Reputation: 984
I need to check if the string distance (Measure the minimal number of changes - character removal, addition, and transposition) between two strings in python is greater than 1.
I can implement it on my own, but I bet there are existing packages that would save me from implementing that on my own. I wasn't able to find any such package I could identify as commonly used. Are there any?
Upvotes: 6
Views: 4718
Reputation: 69
Yes. strsimpy can be used. Check out here - https://pypi.org/project/strsimpy/ I hope this is what you are looking for.

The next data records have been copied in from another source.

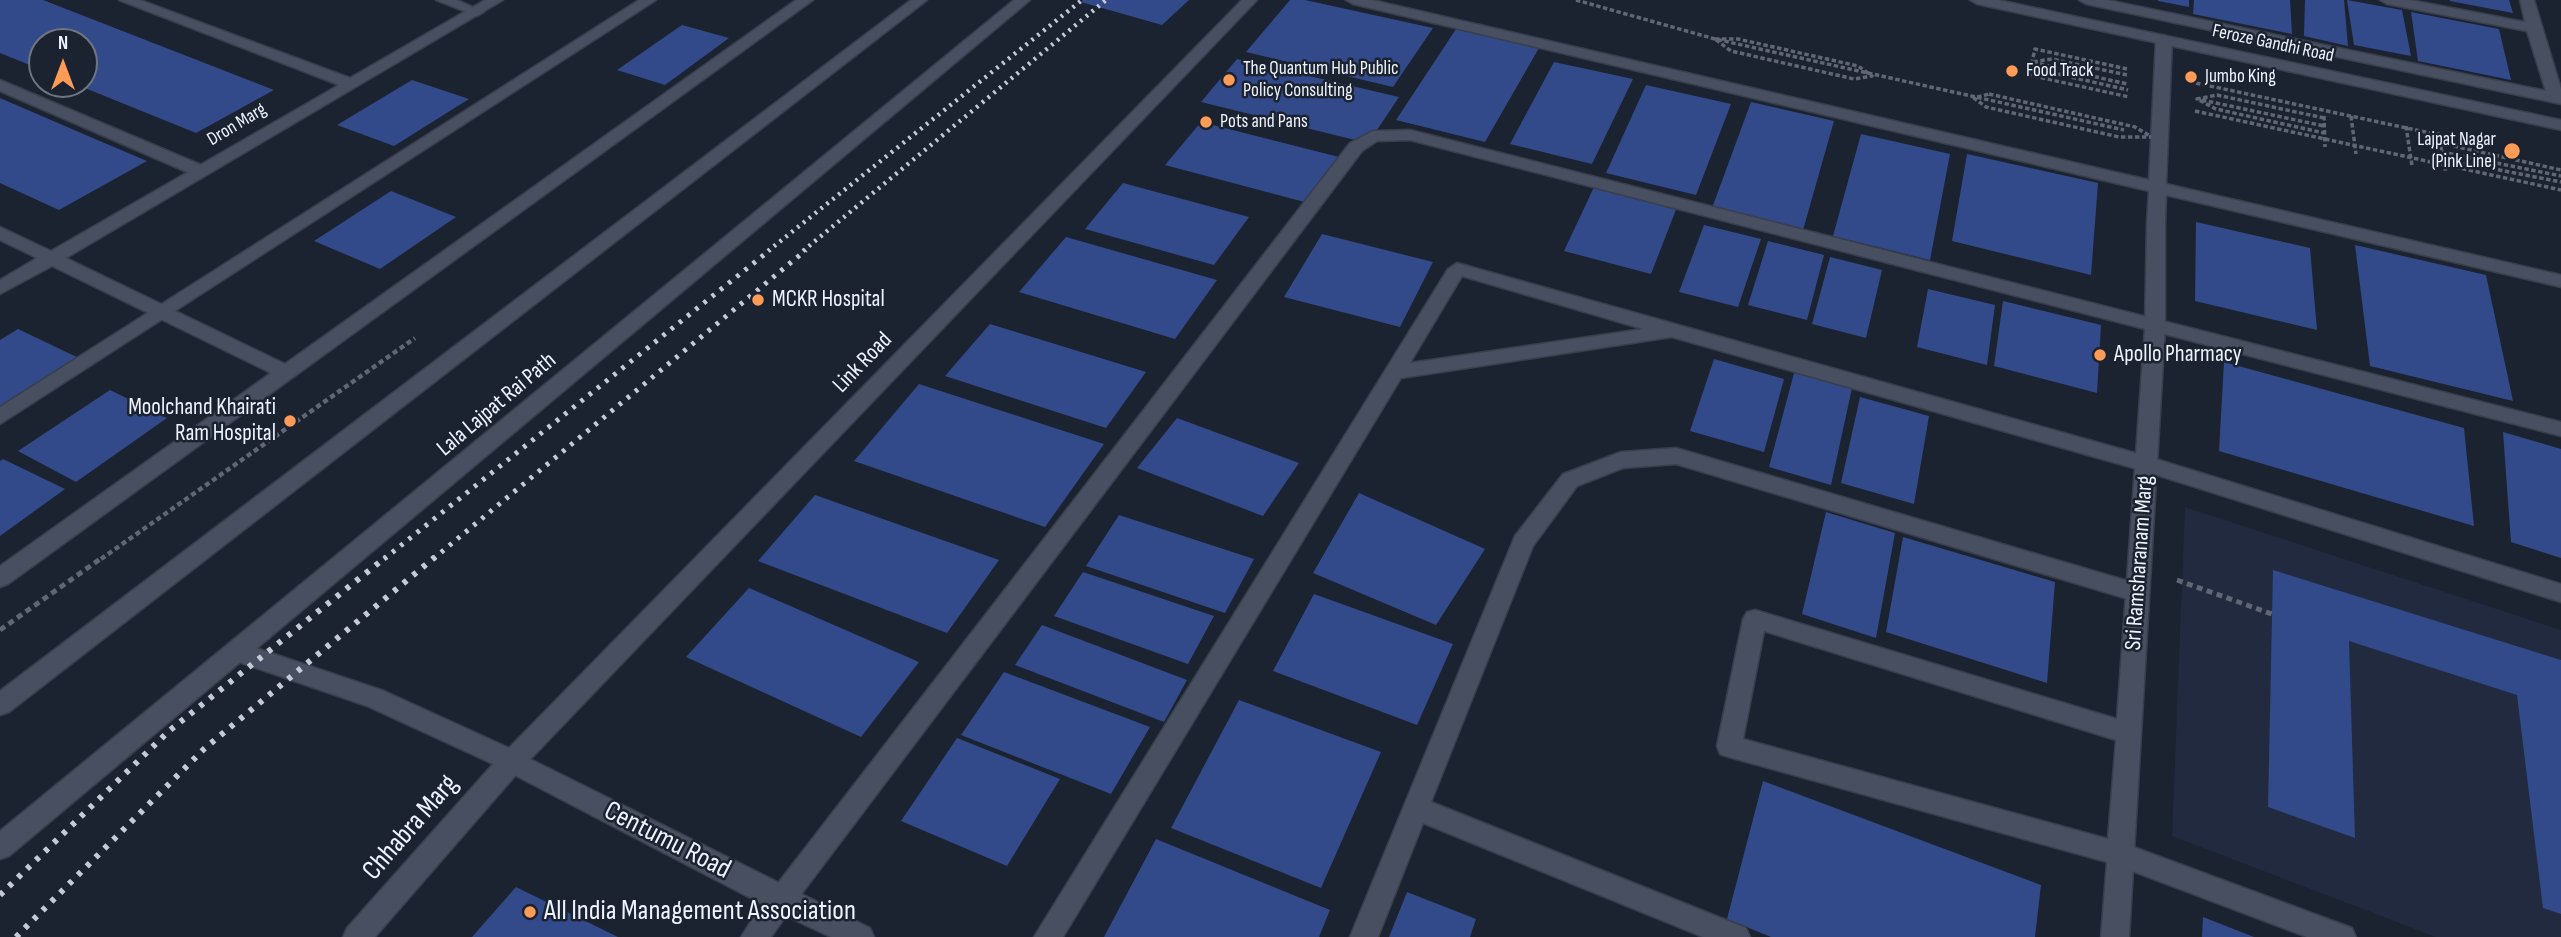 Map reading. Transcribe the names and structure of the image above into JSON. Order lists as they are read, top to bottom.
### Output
{
  "streets": {
    "street": [
      "Feroze Gandhi Road",
      "Dron Marg",
      "Link Road",
      "Lala Lajpat Rai Path",
      "Sri Ramsharanam Marg",
      "Chhabra Marg",
      "Centumu Road"
    ]
  },
  "crossings": [
    ["Feroze Gandhi Road", "Sri Ramsharanam Marg"],
    ["Link Road", "Chhabra Marg"],
    ["Link Road", "Centumu Road"],
    ["Lala Lajpat Rai Path", "Centumu Road"],
    ["Chhabra Marg", "Centumu Road"]
  ],
  "places": [
    "Food Track",
    "Jumbo King",
    "The Quantum Hub Public Policy Consulting",
    "Pots and Pans",
    "Lajpat Nagar (Pink Line)",
    "MCKR Hospital",
    "Apollo Pharmacy",
    "Moolchand Khairati Ram Hospital",
    "All India Management Association"
  ],
  "north": "top"
}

Here is a usage example:
from strsimpy.levenshtein import Levenshtein
levenshtein = Levenshtein()
levenshtein.distance('1234', '123') # 1 (deletion/insertion)
levenshtein.distance('1234', '12345') # 1 (deletion/insertion)
levenshtein.distance('1234', '1235') # 1 (substitution)
levenshtein.distance('1234', '1324') # 2 (substitutions)
levenshtein.distance('1234', 'ABCD') # 4 (substitutions)
There are a lot of other metrics available.
Upvotes: 2
Reputation: 255
There is a NLTK package which you can use, it uses the Levenshtein edit-distance which should be what you're looking for.
Example:
import nltk
s1 = "abc"
s2 = "ebcd"
nltk.edit_distance(s1, s2) # output: 2
Reference: https://tedboy.github.io/nlps/generated/generated/nltk.edit_distance.html
Upvotes: 8
Reputation: 2847
There are many implementations of the corresponding algorithm you need: the following belongs to a well documented library called NLTK.
https://www.nltk.org/_modules/nltk/metrics/distance.html
Upvotes: 1